APPELLO
PER UN NUOVO
MOVIMENTO DI CENTRODESTRA
ITALIANO
Rottamare. Invocare le primarie, per scegliere noi e non far più scegliere loro. Tutto giusto. Giustissimo. Io condivido totalmente e sono con voi. Ma a mio avviso la situazione è talmente incancrenita che non bastano queste sacrosante iniziative. Dovremmo osare qualcosa di più e di più duraturo. Organizzarci, ad esempio. Creare un movimento capace di competere fin dalle prossime elezioni (politiche o amministrative), e formato da soli giovani (under 40 anni) competenti che abbiano la voglia di metterci la faccia. In ogni città, l’obiettivo del nuovo popolo di centrodestra, liberale, conservatore, repubblicano, sarebbe quello di votare esclusivamente il movimento.

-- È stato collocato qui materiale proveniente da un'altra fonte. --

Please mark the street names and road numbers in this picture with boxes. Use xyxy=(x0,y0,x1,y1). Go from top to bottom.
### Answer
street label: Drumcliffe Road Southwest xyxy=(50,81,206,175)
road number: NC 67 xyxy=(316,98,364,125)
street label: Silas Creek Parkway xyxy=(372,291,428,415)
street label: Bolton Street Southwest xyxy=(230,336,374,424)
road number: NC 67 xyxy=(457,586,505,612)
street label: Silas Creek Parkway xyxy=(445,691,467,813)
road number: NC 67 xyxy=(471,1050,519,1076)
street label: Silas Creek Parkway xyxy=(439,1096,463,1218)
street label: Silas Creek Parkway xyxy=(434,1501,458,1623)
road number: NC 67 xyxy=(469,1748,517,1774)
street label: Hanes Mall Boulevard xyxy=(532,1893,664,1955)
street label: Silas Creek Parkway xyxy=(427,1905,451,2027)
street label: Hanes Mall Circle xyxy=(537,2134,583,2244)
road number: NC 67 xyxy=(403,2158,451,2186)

Diciamocelo chiaramente: anche se riuscissimo a far in modo che qualcuno prenda sul serio la nostra (l’ho fatta mia) iniziativa delle primarie, saremmo costretti a stare comunque al loro gioco. Noi possiamo decidere se scegliere tra coloro che già fanno parte della Casta, tra i migliori di loro (o i meno peggio), oppure organizzarci per rivoluzionare il sistema, abbattere la Casta, e portare una ventata d’aria fresca dentro al Palazzo. A quel punto sì, che potremmo decidere di richiamare quelli che secondo il nuovo movimento di centrodestra saranno considerati “all’altezza”. E’ un lavoro arduo, che comporta non pochi sacrifici, lo so, ma qualcuno dovrà pur farlo. Se non ora, quando? E' adesso il tempo di agire. Le strade indicate da Daw e da The Right Nation vanno tutte nel verso giusto. Ma io sono stufo di dover scegliere la cosa migliore tra la padella e la brace. E da conservatore liberale vorrei non essere costretto a votare Di Pietro, Vendola o Beppe Grillo per far capire a questa destra che la sua parabola è finita. Che Berlusconi è tempo che si faccia da parte. Rimbocchiamoci le maniche. E' arrivato il nostro momento. Organizziamoci, diamo vita ad un nuovo movimento di centrodestra italiano, con un manifesto degno dei partiti conservatori inglesi e statunitensi, e poi andiamoci a riprendere ciò che ci spetta di diritto: il nostro futuro, il nostro Paese.